◆ The data ◆
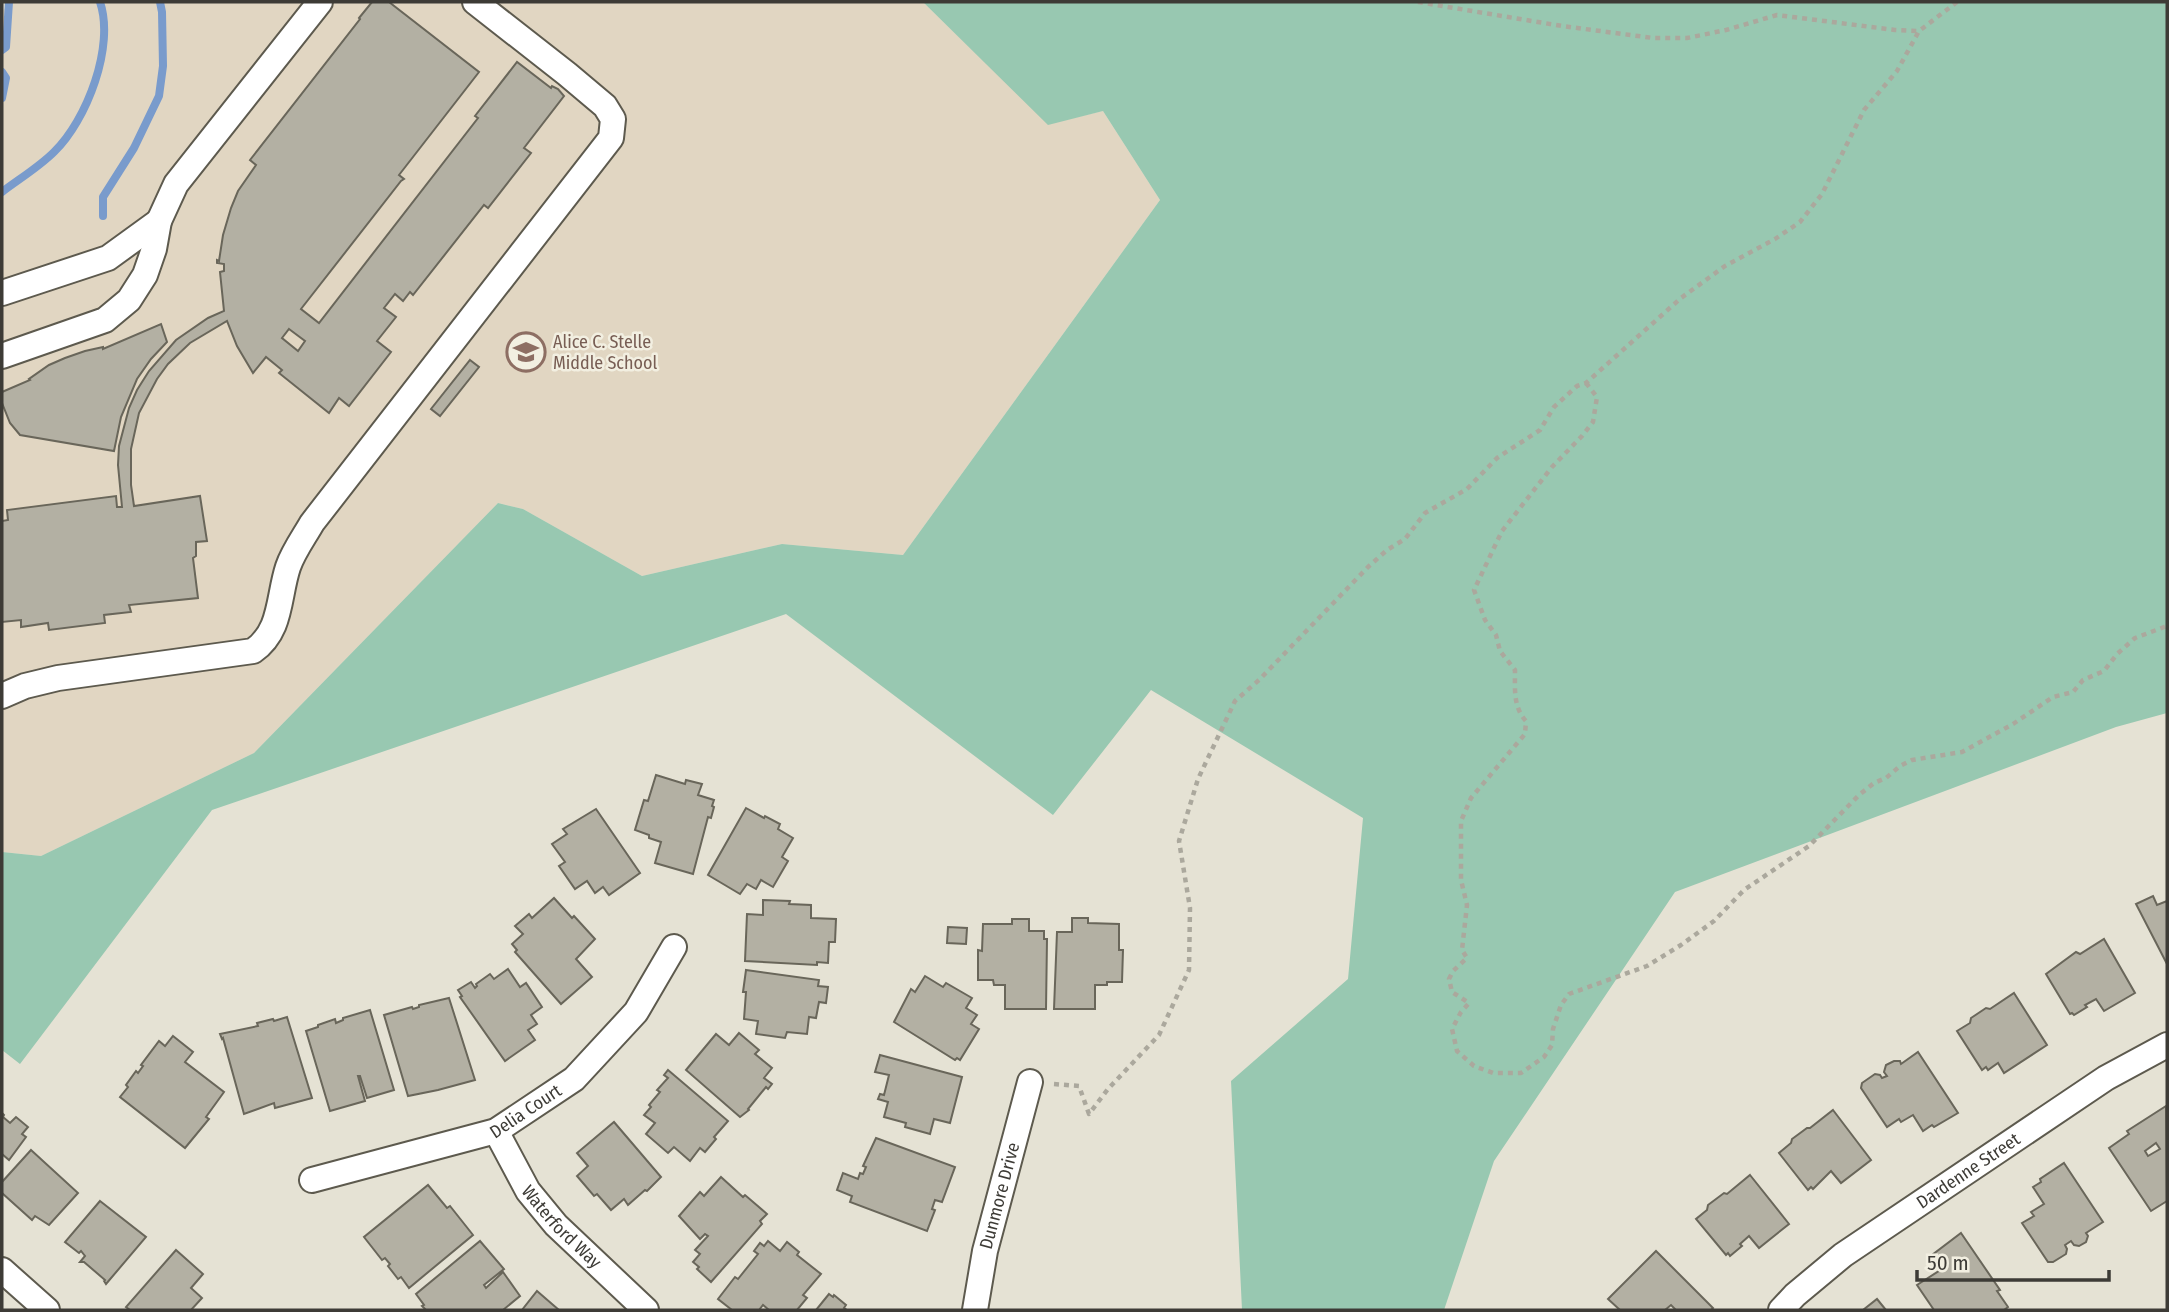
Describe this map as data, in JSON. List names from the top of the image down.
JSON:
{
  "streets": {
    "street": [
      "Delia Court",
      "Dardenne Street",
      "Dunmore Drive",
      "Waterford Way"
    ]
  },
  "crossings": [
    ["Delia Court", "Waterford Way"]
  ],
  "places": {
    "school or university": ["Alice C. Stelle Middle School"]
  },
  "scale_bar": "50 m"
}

◆ What the task requires ◆
Every record above should be set down exactly, with the pictures left out.

◆ Solution below ◆
Describe this map as data, in JSON. List names from the top of the image down.
JSON:
{
  "streets": {
    "street": [
      "Delia Court",
      "Dardenne Street",
      "Dunmore Drive",
      "Waterford Way"
    ]
  },
  "crossings": [
    ["Delia Court", "Waterford Way"]
  ],
  "places": {
    "school or university": ["Alice C. Stelle Middle School"]
  },
  "scale_bar": "50 m"
}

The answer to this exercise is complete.